Thompson, who was appointed by Democratic Gov. Steve Beshear, declined to be interviewed Tuesday. Through a spokeswoman, the commissioner said she planned to "file the appropriate exceptions with the Personnel Board" to challenge part of the hearing officer's report.

When Republican Gov. Ernie Fletcher's administration was accused of politically influencing the merit system seven years ago to favor well-connected job seekers, it led to a lengthy investigation by the Democratic attorney general, criminal indictments, mass pardons and Fletcher's defeat at the polls.

Don't look for similar outrage when Democrats get caught steering merit jobs to their political allies "because that's just the way its always worked in Frankfort," said Steve Robertson, chairman of the Republican Party of Kentucky.

"This is an example of the great double standard that exists here," Robertson said. "The fact that we have a member of House Democratic leadership influencing a merit-system decision and a sitting Democratic governor who apparently is content for it to happen — where is our Democratic Attorney General Jack Conway? Where is our Democratic Auditor Adam Edelen? Where are the Democrats when it's Democrats who stand accused? Will we see an ethics investigation opened or a grand jury convened? No, I don't think we will."

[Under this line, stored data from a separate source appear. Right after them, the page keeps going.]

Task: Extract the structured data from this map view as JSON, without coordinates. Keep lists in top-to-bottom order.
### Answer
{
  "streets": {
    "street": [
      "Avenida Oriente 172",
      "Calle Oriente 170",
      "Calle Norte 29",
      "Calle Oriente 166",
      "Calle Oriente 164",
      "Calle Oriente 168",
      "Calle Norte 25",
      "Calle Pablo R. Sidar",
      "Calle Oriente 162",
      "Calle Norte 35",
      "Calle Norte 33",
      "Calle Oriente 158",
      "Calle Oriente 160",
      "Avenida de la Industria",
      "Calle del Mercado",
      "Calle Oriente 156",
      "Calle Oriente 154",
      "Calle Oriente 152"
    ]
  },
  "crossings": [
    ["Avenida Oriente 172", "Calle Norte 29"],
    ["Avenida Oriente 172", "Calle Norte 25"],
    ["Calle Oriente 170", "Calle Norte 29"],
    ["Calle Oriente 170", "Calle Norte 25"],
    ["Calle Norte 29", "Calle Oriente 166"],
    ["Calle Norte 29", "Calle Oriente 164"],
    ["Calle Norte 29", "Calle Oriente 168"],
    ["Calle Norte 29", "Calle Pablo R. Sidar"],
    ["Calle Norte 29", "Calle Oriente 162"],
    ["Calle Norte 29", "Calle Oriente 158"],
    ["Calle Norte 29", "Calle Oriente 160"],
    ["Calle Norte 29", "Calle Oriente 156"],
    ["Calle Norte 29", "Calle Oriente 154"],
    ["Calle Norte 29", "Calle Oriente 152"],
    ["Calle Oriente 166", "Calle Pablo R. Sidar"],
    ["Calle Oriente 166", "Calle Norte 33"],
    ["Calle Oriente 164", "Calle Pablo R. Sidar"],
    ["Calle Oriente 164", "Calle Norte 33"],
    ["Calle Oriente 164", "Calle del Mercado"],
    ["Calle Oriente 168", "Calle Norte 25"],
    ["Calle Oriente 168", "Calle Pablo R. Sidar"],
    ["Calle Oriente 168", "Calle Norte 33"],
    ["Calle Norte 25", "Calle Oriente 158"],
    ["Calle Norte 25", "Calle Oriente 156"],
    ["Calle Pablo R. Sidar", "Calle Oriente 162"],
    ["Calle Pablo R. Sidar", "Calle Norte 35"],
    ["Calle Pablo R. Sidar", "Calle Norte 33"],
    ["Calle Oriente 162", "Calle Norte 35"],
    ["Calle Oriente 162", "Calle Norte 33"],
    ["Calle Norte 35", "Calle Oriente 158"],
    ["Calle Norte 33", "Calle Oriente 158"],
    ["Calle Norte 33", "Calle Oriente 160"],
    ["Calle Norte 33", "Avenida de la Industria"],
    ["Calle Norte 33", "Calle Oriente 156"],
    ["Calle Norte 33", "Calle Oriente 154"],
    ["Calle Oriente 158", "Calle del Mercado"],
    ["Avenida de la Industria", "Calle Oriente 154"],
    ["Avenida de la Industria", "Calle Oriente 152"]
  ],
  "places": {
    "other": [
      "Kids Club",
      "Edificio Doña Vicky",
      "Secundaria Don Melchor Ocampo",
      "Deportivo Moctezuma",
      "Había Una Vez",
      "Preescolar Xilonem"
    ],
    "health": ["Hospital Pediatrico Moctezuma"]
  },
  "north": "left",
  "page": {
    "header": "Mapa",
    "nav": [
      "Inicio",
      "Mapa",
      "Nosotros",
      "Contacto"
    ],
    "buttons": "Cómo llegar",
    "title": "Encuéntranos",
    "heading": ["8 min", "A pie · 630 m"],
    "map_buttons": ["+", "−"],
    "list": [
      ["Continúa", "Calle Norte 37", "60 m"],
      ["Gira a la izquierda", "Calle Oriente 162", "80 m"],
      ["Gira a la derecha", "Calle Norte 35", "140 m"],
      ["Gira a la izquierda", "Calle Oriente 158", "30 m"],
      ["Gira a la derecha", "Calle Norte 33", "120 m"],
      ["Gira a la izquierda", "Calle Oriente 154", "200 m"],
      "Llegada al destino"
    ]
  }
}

A spokeswoman for Conway could not be reached Tuesday evening.

The Personnel Board hearing officer's report noted several contradictions in the case.

Initially, Thompson denied that Rocky Adkins called her about Pennington when she was asked by an investigator for the Justice and Public Safety Cabinet, which oversees the Corrections Department. Later, testifying at the personnel hearing, Thompson acknowledged taking Adkins' call, though she said she was not influenced by it. Adkins confirmed the call when asked about it Tuesday by a reporter.

The Justice Cabinet investigator, Barney Kinman, who conducted his own review of possible political influence, testified at the personnel hearing that he would have interviewed Rocky Adkins had he known about the phone call.

"If a legislator had made a telephone call to Commissioner Thompson 'urging' her to hire a candidate, Kinman would consider that as constituting political influence," according to the hearing report.

Adkins' letter to the Corrections Department recommending Pennington, seen by several of the witnesses who testified, could not be found by the time it was requested as evidence for the hearing.

Adkins was subpoenaed to testify at the hearing last winter. But he hired a lawyer and refused to appear, citing improper delivery of his subpoena. It was sent by certified mail, requiring his signature, and not by personal delivery, he said Tuesday.

"I have nothing to hide," Adkins said. "The subpoena was just never properly issued."